From the outset of Christianity, Christ’s followers were the primary instruments for sharing the light and leaven of the Kingdom of Christ in the marketplace. This means that Christians were called to serve in all spheres of society, including being involved in serving in all agencies of government. Thus, when I started teaching at a Christian liberal arts college, I regarded my work not simply as the teaching of specific subjects but also as a means of equipping students to leave the academic environment to serve Christ in public life. In addressing the topic of the Christian faith and public policy, I want to briefly explore four themes, the first two in this post and the concluding two in a subsequent post.

  1. How to integrate Christian faith and public policy;
  2. Describe how some church groups have pursued immigration reform
  3. Explain why a communitarian perspective is important in addressing immigration issues; and
  4. Finally, sketch a framework that can help structure moral reasoning on immigration reform.

Christian Faith & Public Policy

The Bible is not a manual that offers answers to complex public policy issues. Nevertheless, it provides general perspectives and principles that can help structure moral analysis and guide decision-making. One of the temptations in Christian political engagement is the misuse of faith in public policy analysis and advocacy. This shortcoming is especially the case among evangelicals, who frequently use scripture to bolster their political advocacy.

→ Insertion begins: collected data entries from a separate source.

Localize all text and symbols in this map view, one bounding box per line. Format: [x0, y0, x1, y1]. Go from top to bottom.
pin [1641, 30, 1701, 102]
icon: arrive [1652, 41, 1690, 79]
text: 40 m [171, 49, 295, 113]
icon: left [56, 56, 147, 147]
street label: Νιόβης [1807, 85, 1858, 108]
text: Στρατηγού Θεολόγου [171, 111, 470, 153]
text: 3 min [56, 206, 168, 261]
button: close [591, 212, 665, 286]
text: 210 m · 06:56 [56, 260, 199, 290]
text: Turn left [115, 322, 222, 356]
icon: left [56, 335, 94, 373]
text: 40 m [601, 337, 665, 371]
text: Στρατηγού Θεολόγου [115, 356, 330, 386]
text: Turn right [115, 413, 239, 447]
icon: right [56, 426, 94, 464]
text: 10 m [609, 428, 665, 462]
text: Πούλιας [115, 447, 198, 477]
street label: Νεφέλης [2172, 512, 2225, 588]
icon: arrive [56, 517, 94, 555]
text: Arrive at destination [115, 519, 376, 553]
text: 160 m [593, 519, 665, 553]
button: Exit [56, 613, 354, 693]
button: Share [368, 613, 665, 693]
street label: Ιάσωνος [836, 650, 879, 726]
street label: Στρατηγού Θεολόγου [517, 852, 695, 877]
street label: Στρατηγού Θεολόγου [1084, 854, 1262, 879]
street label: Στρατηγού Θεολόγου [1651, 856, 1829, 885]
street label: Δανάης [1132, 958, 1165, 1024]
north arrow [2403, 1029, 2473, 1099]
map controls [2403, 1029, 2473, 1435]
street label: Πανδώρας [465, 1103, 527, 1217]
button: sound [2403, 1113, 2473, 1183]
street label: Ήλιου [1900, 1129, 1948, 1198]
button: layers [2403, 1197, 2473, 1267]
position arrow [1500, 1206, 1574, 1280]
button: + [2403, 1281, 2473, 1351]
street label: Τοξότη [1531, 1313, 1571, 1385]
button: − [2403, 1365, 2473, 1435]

The direct appeal to scripture, however, rarely contributes to public justice or the moral assessment of policies. More importantly, it can be destructive to faith itself. Examples of the misuse of scripture include the following: 1) prior to and during the American Civil War, Christians in the South used the Bible to defend the institution of slavery; 2) in the l950s and l960s, South African Boers (Afrikaners) used scripture to enact and justify the policy of apartheid; 3) when the Panama Canal Treaty was being discussed and debated in the United States in the late l970s, some Latin American theologians used prophetic texts of the Bible to defend the proposed measure; 4) and in 1985, a leading Presbyterian preacher in Florida used scripture (Nehemiah’s account of the building of Jerusalem’s wall) to defend President Ronald Reagan’s Strategic Defense Initiative.

Fundamentally, the Christian faith is about our spiritual life—our relationship with God. Christianity teaches us how to think and live as responsible human beings in light of God’s grace, manifest in the death and resurrection of Jesus Christ. As St. Augustine noted long ago and as Lutheran theology has made plain, Christians are members of the church, the body of Christ, but they are also members of the earthly kingdom—participating in the temporal responsibilities in family life as well as the cities and countries that they inhabit. Heavenly citizenship has implications over how we fulfill our responsibilities on earth.

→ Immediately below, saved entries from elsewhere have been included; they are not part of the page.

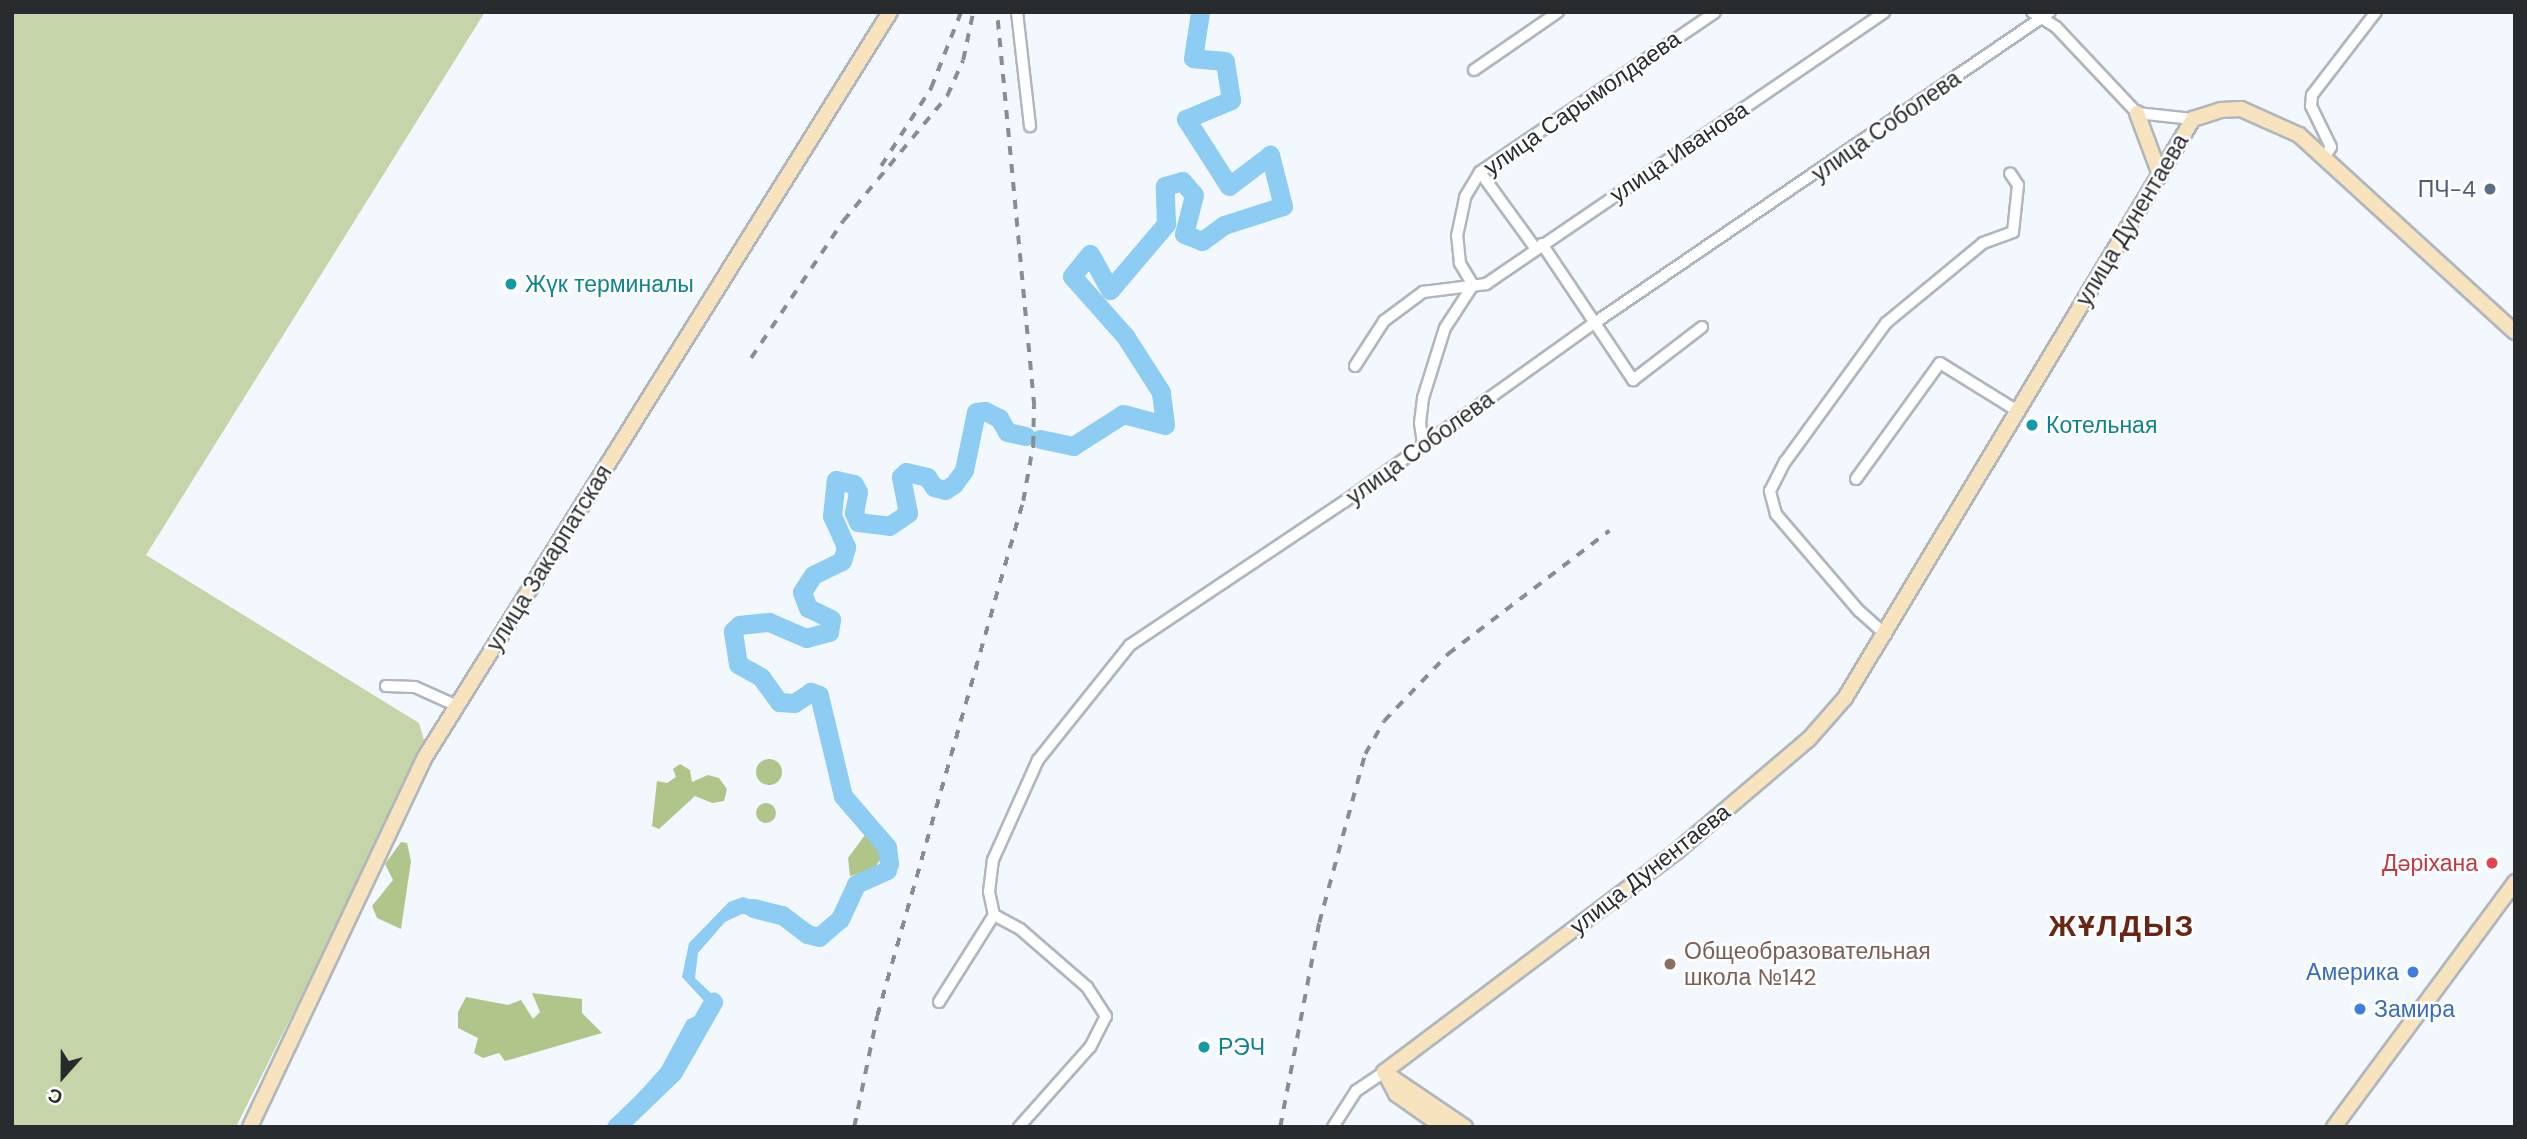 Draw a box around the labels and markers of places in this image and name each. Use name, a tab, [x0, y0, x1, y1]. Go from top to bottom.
place label: ПЧ-4	[2418, 175, 2476, 203]
marker: ПЧ-4	[2482, 181, 2498, 197]
place label: Жүк терминалы	[525, 270, 694, 298]
marker: Жүк терминалы	[503, 276, 519, 292]
place label: Котельная	[2046, 411, 2157, 439]
marker: Котельная	[2024, 417, 2040, 433]
place label: Дəріхана	[2382, 849, 2478, 877]
marker: Дəріхана	[2484, 855, 2500, 871]
place label: Общеобразовательная школа №142	[1684, 937, 1931, 991]
marker: Общеобразовательная школа №142	[1662, 956, 1678, 972]
place label: Америка	[2306, 958, 2399, 986]
marker: Америка	[2405, 964, 2421, 980]
place label: Замира	[2374, 995, 2455, 1023]
marker: Замира	[2352, 1001, 2368, 1017]
place label: РЭЧ	[1218, 1033, 1265, 1061]
marker: РЭЧ	[1196, 1039, 1212, 1055] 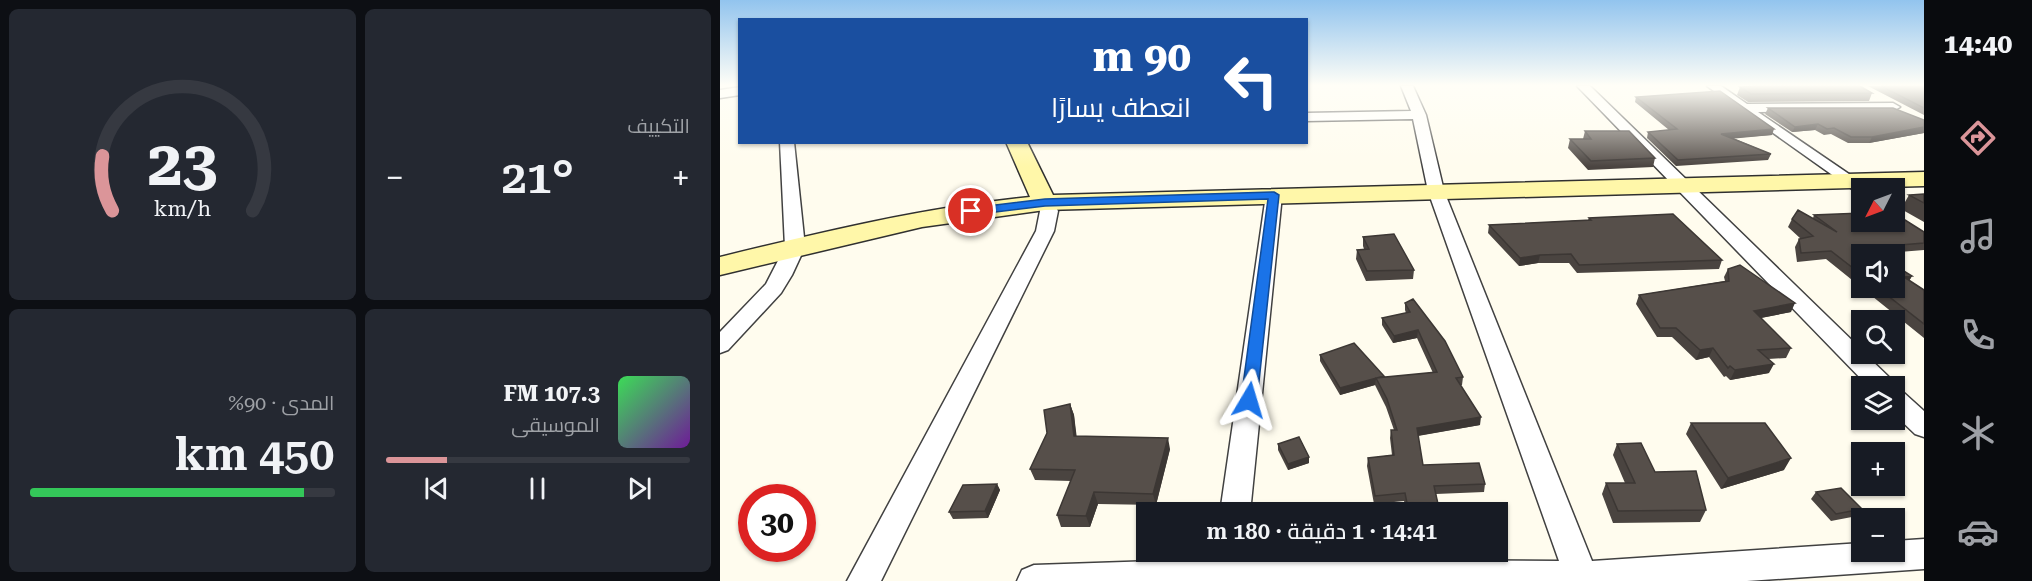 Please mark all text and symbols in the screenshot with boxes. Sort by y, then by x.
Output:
text: 14:40 [1944,28,2012,60]
text: 90 m [1093,32,1191,81]
icon: left [1212,42,1290,120]
text: انعطف يسارًا [1051,92,1191,124]
text: التكييف [627,114,690,138]
icon: directions [1957,117,1999,159]
text: 23 [147,127,217,200]
text: 21° [501,151,574,204]
text: − [386,158,404,197]
text: + [672,158,690,197]
north arrow [1851,178,1905,232]
map controls [1851,178,1905,562]
pin [945,185,996,236]
icon: arrive [954,194,987,227]
text: km/h [154,197,211,222]
icon: music [1957,215,1999,257]
button: sound [1851,244,1905,298]
button: search [1851,310,1905,364]
icon: phone [1957,314,1999,356]
position arrow [1217,368,1281,432]
button: layers [1851,376,1905,430]
text: 107.3 FM [503,381,600,406]
text: المدى · 90% [228,391,335,415]
icon: climate [1957,412,1999,454]
text: الموسيقى [511,413,600,437]
text: 450 km [175,428,335,481]
button: + [1851,442,1905,496]
icon: previous [420,472,453,505]
icon: pause [521,472,554,505]
icon: next [623,472,656,505]
speed limit sign: 30 [738,484,816,562]
button: − [1851,508,1905,562]
icon: car [1957,511,1999,553]
text: 14:41 · 1 دقيقة · 180 m [1207,519,1437,544]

In more than four decades of teaching political science at a Christian liberal arts college, I sought to teach my students the challenging task of integrating faith and public affairs. While I emphasized the importance of faith in public life, I also cautioned that the task of bringing faith to bear on politics needed to be undertaken with caution and humility. In particular, I emphasized that the integrative task demanded biblical and theological knowledge as well as deep knowledge of the public policy issues being addressed. In short, if believers are to integrate the responsibilities of the Kingdom of God with those of the Kingdom of Man, they need to be competent biblically and politically.

To my mind, the model of how churches should help define and apply a Christian perspective to public policy concerns is the 1983 US Conference of Catholic Bishops’ pastoral letter on nuclear weapons titled “The Challenge of Peace.” At that time, the American public had begun to debate the morality of national security rooted in nuclear deterrence. To manage the intense rivalry between the United States and the Soviet Union, a number of arms control measures were adopted to contain and circumscribe the development and proliferation of strategic armaments. Moral philosophers had been addressing questions about the ethics of nuclear deterrence, and church bodies began to examine this issue as well. By far the most noteworthy effort to morally assess nuclear deterrence from a Christian perspective was carried out by US Conference of Catholic Bishops from 1980 to l983. The 80-page document that was released in l983 was drafted by a committee of scholars and theologians and involved two preliminary drafts that were circulated widely among clergy, government officials, and the general public. When the final document was released, the media gave broad coverage to the report. Indeed, the New York Times placed the bishops’ letter on the front page and devoted nearly two full pages to the actual report itself. I know of no church study on a public policy issue that has received the coverage of the bishops’ letter.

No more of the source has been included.